Seminar: Neural Network Accelerators
Contents
Layers
Convolutional Layer
- Main building block
- Contains a sets of filters (mathematical kernels), whose parameters are learned throughout the training
Normalisation Layer
- Normalises the output, to avoid overfitting
- Prevents small changes of parameters amplifying
Pooling Layer
- Sliding 2D filter that summarises the features within a region
- Reduces the dimensions of a feature map
Fully Connected Layer
Applications
Neural networks are CPU-heavy, so an FPGA designed implementation is cost effective
Maths
Throughput (IPS) = (Number of units * frequency * utilisation ratio) / work
Latency = Concurrency / throughput
- Can increase performance by decreasing accuracy
- Increase energy efficiency?
Model Compression Methods
Data Quantization
Convert values into quantised values
i.e.

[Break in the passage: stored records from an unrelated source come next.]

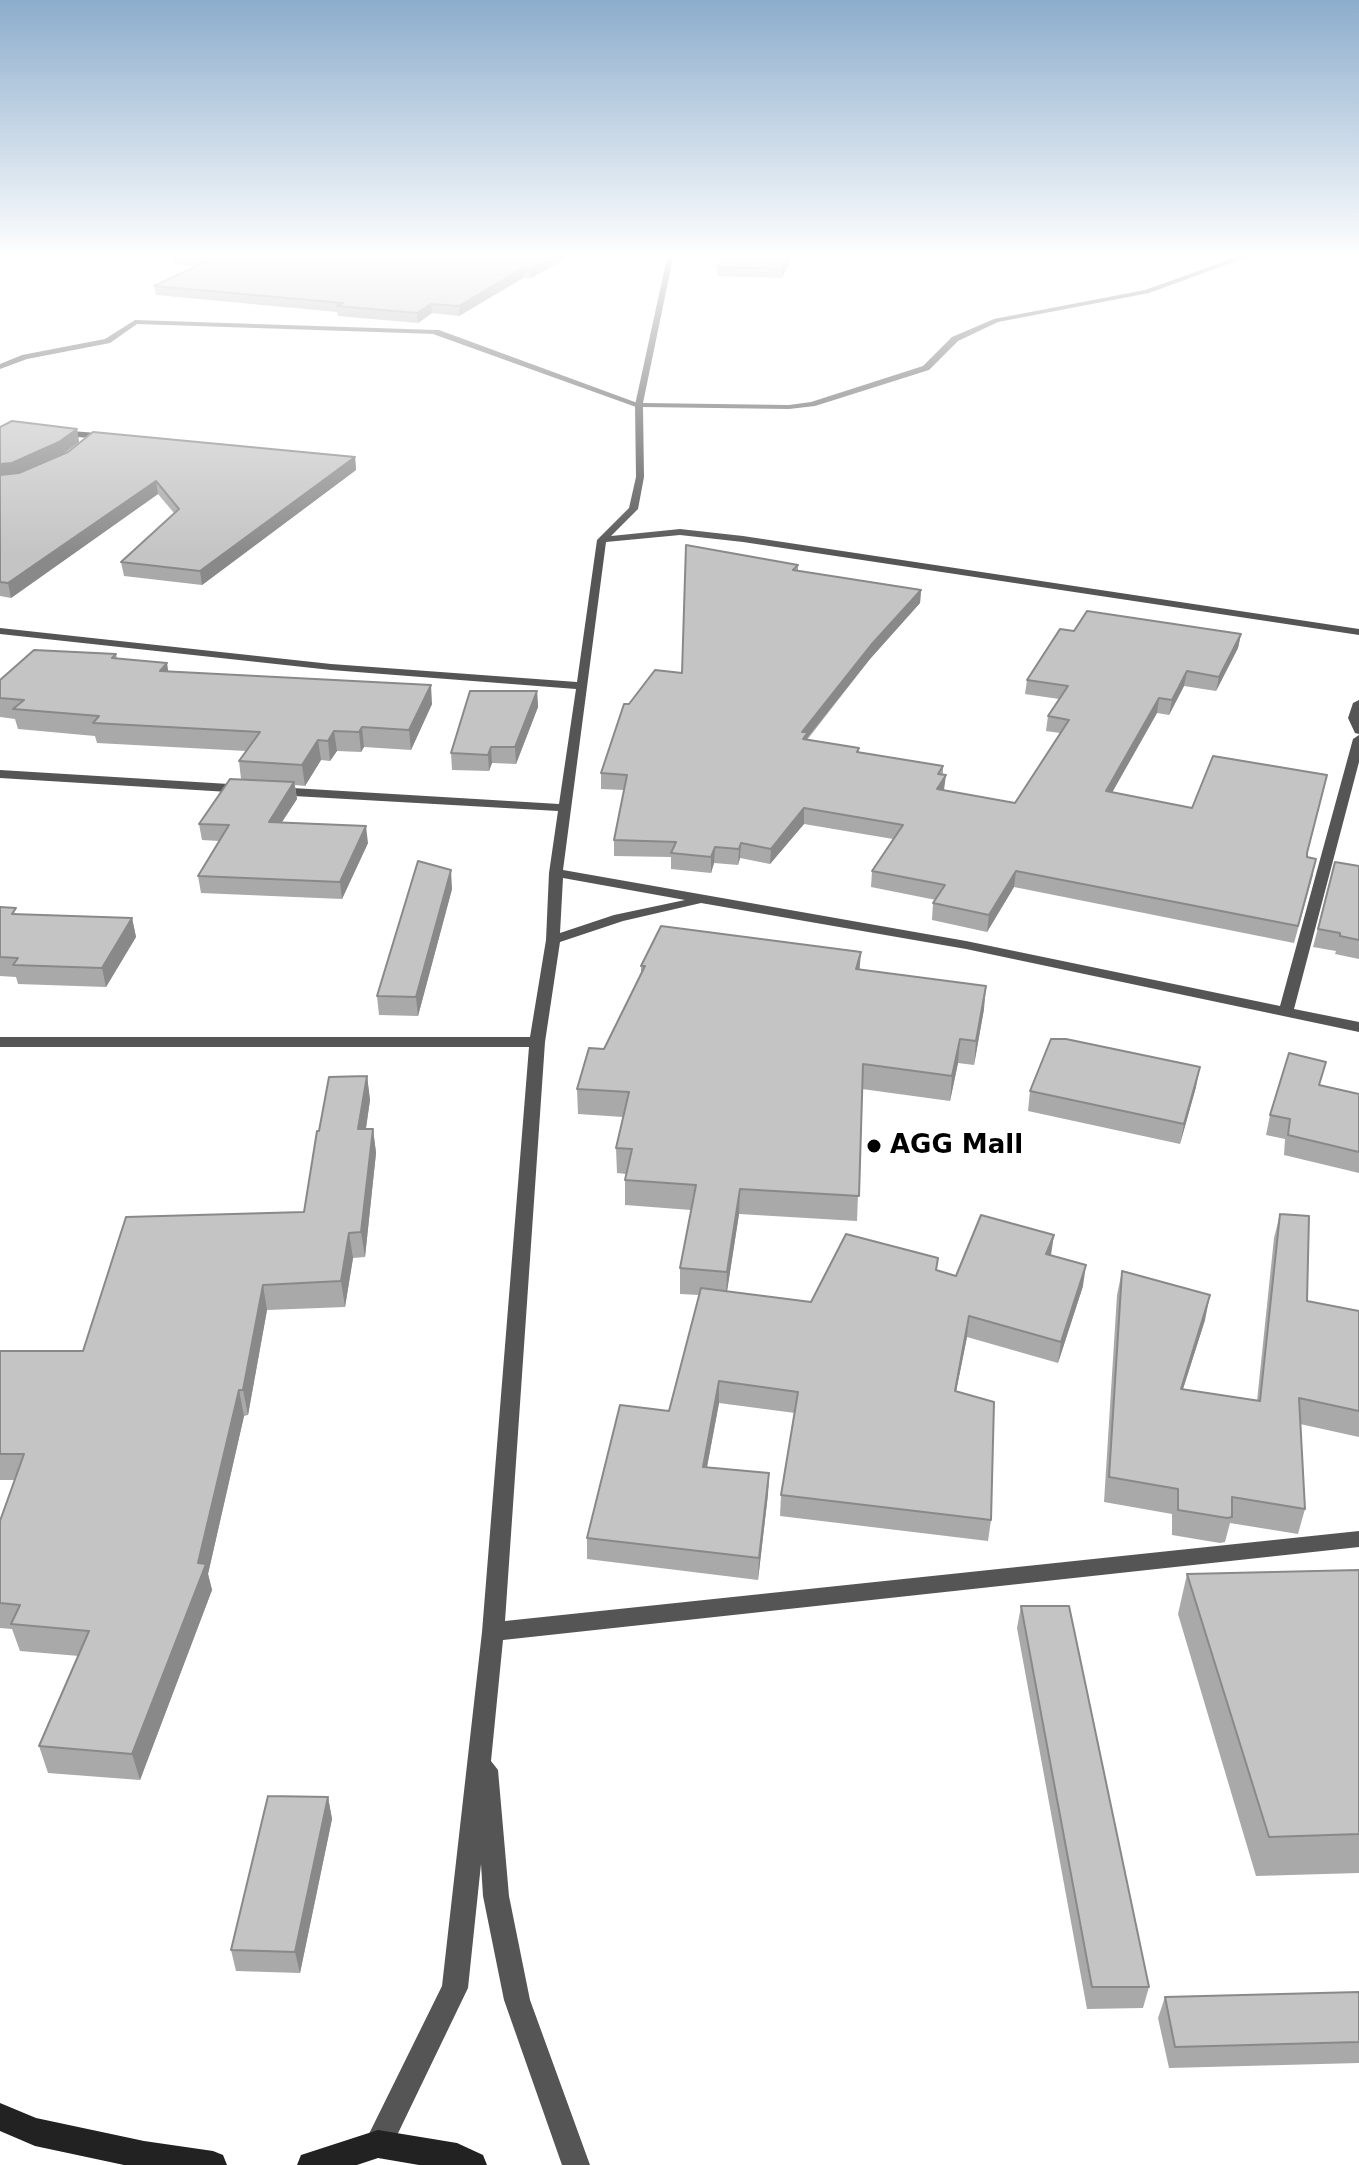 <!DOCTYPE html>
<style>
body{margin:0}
canvas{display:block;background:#fff}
</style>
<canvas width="1359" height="2165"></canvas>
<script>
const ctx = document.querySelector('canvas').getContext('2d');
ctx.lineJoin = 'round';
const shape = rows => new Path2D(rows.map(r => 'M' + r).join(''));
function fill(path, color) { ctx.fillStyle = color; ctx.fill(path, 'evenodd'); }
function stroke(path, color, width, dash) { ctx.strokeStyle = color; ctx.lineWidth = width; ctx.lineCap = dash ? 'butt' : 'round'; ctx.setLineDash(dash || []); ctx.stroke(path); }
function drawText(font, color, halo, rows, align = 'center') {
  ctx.font = font + ' "DejaVu Sans",sans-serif'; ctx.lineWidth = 6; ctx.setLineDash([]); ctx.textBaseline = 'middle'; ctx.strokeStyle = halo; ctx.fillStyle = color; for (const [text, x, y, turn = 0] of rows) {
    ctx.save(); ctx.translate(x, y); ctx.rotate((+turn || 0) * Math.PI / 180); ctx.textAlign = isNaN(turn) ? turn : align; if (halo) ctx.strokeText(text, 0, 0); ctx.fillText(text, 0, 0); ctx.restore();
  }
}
const lane = shape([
 [433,330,439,330,643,405,636,407,433,334,433,330]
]);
const street = shape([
 [668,253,674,253,643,403,789,405,811,402,923,366,952,337,994,319,1145,290,1248,253,1258,253,1149,293,998,322,958,341,929,370,815,406,789,409,643,407,644,477,638,509,611,536,680,529,743,536,1359,629,1359,635,743,542,680,535,606,542,563,870,966,941,1280,1006,1353,739,1359,735,1359,762,1294,1009,1359,1022,1359,1032,966,949,701,903,623,921,560,942,545,1042,505,1621,1359,1531,1359,1547,503,1640,491,1761,498,1770,509,1896,530,2000,590,2165,562,2165,504,2000,483,1896,481,1864,468,1988,388,2154,378,2158,368,2154,364,2144,442,1986,482,1632,529,1047,0,1047,0,1037,530,1037,546,940,549,873,558,811,276,795,270,791,276,787,559,804,576,689,331,670,0,634,0,628,331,664,577,682,597,540,629,508,636,477,635,405,668,253],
 [563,878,685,900,614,915,560,933,563,878],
 [135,320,436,330,440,332,436,334,137,324,110,343,27,359,0,369,0,364,22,355,105,339,135,320],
 [58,430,97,433,101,436,87,447,83,444,89,438,55,435,55,431,58,430],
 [1359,700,1359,734,1355,733,1348,718,1353,703,1359,700],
 [0,770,245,785,251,789,245,793,0,778,0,770]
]);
const secondary = shape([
 [0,2103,36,2118,144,2141,213,2151,223,2155,227,2165,124,2165,35,2146,0,2131,0,2103],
 [378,2130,457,2143,483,2155,487,2165,419,2165,378,2158,357,2165,297,2165,301,2155,378,2130]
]);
const wall = shape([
 [577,253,531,278,523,278,459,316,432,313,418,323,338,316,337,312,156,295,154,286,197,266,175,265,173,255],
 [792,257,782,278,717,276,717,267],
 [0,427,77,429,79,442,65,453,355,457,356,470,202,585,124,576,121,562,174,513,158,494,11,598,0,596],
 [798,565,798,571,921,590,920,603,870,659,807,740,859,752,943,766,943,774,944,790,1015,803,1060,733,1046,731,1048,716,1059,699,1025,694,1027,680,1074,631,1241,634,1238,648,1216,691,1184,686,1169,715,1157,713,1112,792,1307,855,1313,875,1294,943,1014,887,987,932,932,920,933,903,936,900,871,887,872,871,893,839,804,824,770,864,740,858,738,865,714,863,711,873,671,869,671,857,614,856,614,840,624,790,601,789,601,773,629,704,682,673],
 [116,654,117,658,168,672,432,704,411,750,364,747,361,752,337,751,330,761,321,760,305,786,295,785,297,799,281,823,368,843,342,899,201,893,198,876,219,841,202,840,199,824,241,779,239,761,246,751,97,743,95,736,18,729,15,719,0,717,0,680],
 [537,691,538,707,516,764,492,763,489,771,452,770,451,753],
 [1335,862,1359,866,1359,959,1335,954,1336,951,1313,947],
 [452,889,418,1016,379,1015,377,996],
 [0,907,18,914,132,918,136,937,106,987,18,984,16,977,0,976],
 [641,966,860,970,984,1009,974,1065,958,1063,950,1101,862,1089,857,1221,739,1214,727,1291,811,1302,936,1271,956,1276,1051,1256,1083,1286,1058,1363,967,1337,956,1391,991,1520,988,1541,780,1516,781,1495,795,1413,719,1403,707,1467,769,1473,768,1494,758,1580,587,1559,587,1538,669,1411,699,1295,680,1294,680,1268,691,1210,625,1205,625,1180,626,1174,617,1173,616,1148,623,1117,578,1114,577,1089,604,1049,641,974],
 [367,1076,370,1100,366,1129,373,1129,376,1153,365,1257,353,1258,345,1307,267,1310,248,1415,244,1416,208,1574,212,1590,140,1780,48,1773,39,1746,79,1656,20,1651,12,1629,0,1628,0,1521,15,1480,0,1480,0,1351,83,1351,304,1212],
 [1320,1085,1359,1094,1359,1173,1284,1155,1285,1139,1266,1135,1270,1115],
 [1196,1087,1180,1144,1028,1111,1030,1091],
 [1280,1214,1307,1301,1359,1311,1359,1437,1300,1424,1305,1509,1298,1534,1230,1523,1225,1542,1220,1543,1172,1535,1172,1514,1104,1502,1117,1295,1122,1271,1205,1320,1183,1389,1257,1401,1274,1238],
 [1359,1570,1359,1873,1256,1876,1178,1614,1187,1574],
 [1021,1606,1149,1987,1143,2008,1087,2009,1017,1628],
 [328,1797,332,1819,300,1973,236,1971,231,1950],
 [1359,1992,1359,2063,1169,2068,1158,2018,1165,1997]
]);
const shadedWall = shape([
 [560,253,577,253,531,278,531,269],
 [790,253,801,253,792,257,782,278,782,269],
 [523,268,523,278,459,316,459,306],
 [431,304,432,313,418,323,417,313],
 [77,429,79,442,61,455,15,476,0,478,0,464],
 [355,457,356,470,202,585,200,571],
 [156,481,158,494,11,598,8,583],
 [921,590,920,603,870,659,807,738,807,747,802,732,871,645],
 [1241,634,1238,648,1216,691,1219,677],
 [167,663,170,682,160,671],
 [1187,671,1184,686,1169,715,1172,700],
 [431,685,432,704,411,750,409,730],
 [537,691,538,707,516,764,515,747],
 [1159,698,1157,713,1104,807,1106,791],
 [362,727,364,747,361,752,359,732],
 [334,731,337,751,330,761,328,741],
 [318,740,321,760,305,786,302,765],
 [491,747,492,763,489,771,488,755],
 [946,775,944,790,937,789],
 [294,782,297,799,271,839,269,822],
 [804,808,804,824,770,864,771,849],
 [366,826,368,843,342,899,340,882],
 [741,843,740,858,738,865,739,849],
 [715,847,714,863,711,873,711,857],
 [451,870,452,889,418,1016,416,997],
 [1016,871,1014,887,987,932,989,915],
 [132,918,136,937,106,987,102,968],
 [861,952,859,976,856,969],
 [986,986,984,1009,974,1065,976,1041],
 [960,1039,958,1063,950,1101,952,1076],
 [1200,1067,1196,1087,1180,1144,1184,1124],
 [367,1076,370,1100,362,1154,358,1129],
 [373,1129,376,1153,365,1257,361,1232],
 [740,1189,739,1214,726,1298,727,1272],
 [349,1233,353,1258,345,1307,341,1281],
 [1054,1235,1051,1255,1046,1254],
 [1086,1265,1083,1286,1058,1363,1061,1342],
 [263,1285,267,1310,248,1415,243,1390],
 [1210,1295,1205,1320,1175,1414,1181,1389],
 [969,1316,967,1337,952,1412,955,1391],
 [719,1381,719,1403,703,1488,703,1467],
 [239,1390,244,1416,208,1574,212,1590,140,1780,132,1754,198,1563],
 [769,1473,768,1494,758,1580,759,1558],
 [328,1797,332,1819,300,1973,295,1952]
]);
const building = shape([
 [177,253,560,253,531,269,523,268,459,306,431,304,417,313,337,306,343,303,154,286,214,258,173,255,177,253],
 [727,253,790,253,782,269,717,267,727,253],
 [12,421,77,429,59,442,12,463,0,464,0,427,12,421],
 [93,432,355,457,200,571,121,562,179,509,156,481,8,583,0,582,0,475,19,473,68,452,93,432],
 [686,545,798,565,793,570,921,590,871,645,802,732,808,732,803,739,859,748,857,752,943,766,938,774,946,775,937,789,1015,803,1069,720,1048,716,1068,686,1027,680,1060,629,1074,631,1087,611,1241,634,1219,677,1187,671,1172,700,1159,698,1106,791,1192,808,1213,756,1327,775,1307,853,1307,857,1316,859,1298,926,1016,871,989,915,933,903,945,885,872,871,903,825,804,808,771,849,741,843,739,849,715,847,711,857,671,853,676,842,614,840,627,775,601,773,624,704,629,704,655,670,682,673,686,545],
 [34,650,116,654,112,658,167,663,160,671,431,685,409,730,362,727,359,732,334,731,328,741,318,740,302,765,239,761,260,732,93,723,99,716,13,709,24,700,0,698,0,680,34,650],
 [470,691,537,691,515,747,491,747,488,755,451,753,470,691],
 [230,779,294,782,269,822,366,826,340,882,198,876,229,825,199,824,230,779],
 [418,861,451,870,416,997,377,996,418,861],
 [1335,862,1359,866,1359,940,1340,936,1340,933,1318,929,1335,862],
 [0,907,16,908,12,914,132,918,102,968,13,965,18,958,0,957,0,907],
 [661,926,861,952,856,969,986,986,976,1041,960,1039,952,1076,863,1064,859,1196,740,1189,727,1272,680,1268,696,1185,625,1180,632,1149,616,1148,629,1092,577,1089,589,1048,604,1049,645,966,641,966,661,926],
 [1051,1039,1066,1039,1200,1067,1184,1124,1030,1091,1051,1039],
 [1289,1053,1326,1062,1319,1085,1359,1094,1359,1152,1288,1135,1290,1119,1270,1115,1289,1053],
 [367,1076,358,1129,373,1129,361,1232,349,1233,341,1281,263,1285,243,1390,239,1390,198,1563,206,1564,132,1754,39,1746,89,1631,11,1624,20,1605,0,1603,0,1521,24,1454,0,1454,0,1351,83,1351,126,1217,304,1212,317,1131,319,1131,329,1077,367,1076],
 [1280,1214,1309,1216,1307,1301,1359,1311,1359,1411,1299,1398,1305,1509,1232,1497,1232,1517,1227,1518,1178,1510,1178,1489,1109,1477,1122,1271,1210,1295,1181,1389,1260,1401,1280,1214],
 [981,1215,1054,1235,1046,1254,1086,1265,1061,1342,969,1316,955,1391,994,1402,991,1520,781,1495,798,1392,719,1381,703,1467,769,1473,759,1558,587,1538,620,1405,669,1411,701,1288,811,1302,846,1234,938,1258,936,1270,956,1276,981,1215],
 [1359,1570,1359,1834,1269,1837,1187,1574,1359,1570],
 [1021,1606,1069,1606,1149,1987,1092,1987,1021,1606],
 [268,1796,328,1797,295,1952,231,1950,268,1796],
 [1359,1992,1359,2042,1175,2047,1165,1997,1359,1992]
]);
const markers = [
 [874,1146,8,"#000"]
];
const poiNames = [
 ["AGG Mall",890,1146]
];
fill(lane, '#555');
fill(street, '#555');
fill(secondary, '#222');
fill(wall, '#a9a9a9');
fill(shadedWall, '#898989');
fill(building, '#c4c4c4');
stroke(building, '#898989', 2);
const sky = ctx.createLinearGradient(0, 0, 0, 556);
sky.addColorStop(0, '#8cadcc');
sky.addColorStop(0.46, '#fff');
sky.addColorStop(1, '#ffffff00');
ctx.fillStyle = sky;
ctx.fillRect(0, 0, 1359, 556);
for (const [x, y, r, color] of markers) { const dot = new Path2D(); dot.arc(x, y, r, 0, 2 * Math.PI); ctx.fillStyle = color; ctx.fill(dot); stroke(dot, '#fff', 3); }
drawText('bold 26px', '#000', '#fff', poiNames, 'left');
</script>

Changing a floating point value into an 8-bit integer
Linear Quantization
- Dynamic-precision data quantization
Different layers have different precision requirements
- Analyse data distribution
- Propose multiple solutions with different bit-width combinations
- Choose the best solution
- Hybrid Quantization
Keep the first and last layers as the same datatype
Intermediary layers change in type
Non-Linear Quantization
Lookup table / hashtable
Hardware Design - Acceleration
Computational Unit Level
e.g. Low bit-width, fast convolutional algorithm
Binarized Neural Network
- Turn values into binary
- Convolutional and FC layers can be expressed as binary operations - XnorPopcount
- Slight loss of accuracy
- Some techniques use a gain term to restore the accuracy
Factorised Dot Product
For non-linear quantisation, if the range of values is small, and the number of possible weights is less than the kernel size - then we can Add > Multiply instead of Multiply > Add
Fast Convolution Algorithms
DFT, FFT, Winograd
Convolutions can be expressed as a matrix multiplication!
Image2Column - Convert convolution into a matrix multiplication
Winograd Multiplication - Fast multiplication algorithm
Winograd multiplication is not commonly implemented in an FPGA design as it has a higher resource requirement
Layer Level
Network structure optisations
e.g. Loop parameters, data transfer optimisations
Systolic Array
Reuse data to achieve high parallelism.
System Design level
Roofline Model
Design efficiency can be expressed by its CTC ratio (computation to communication ratio)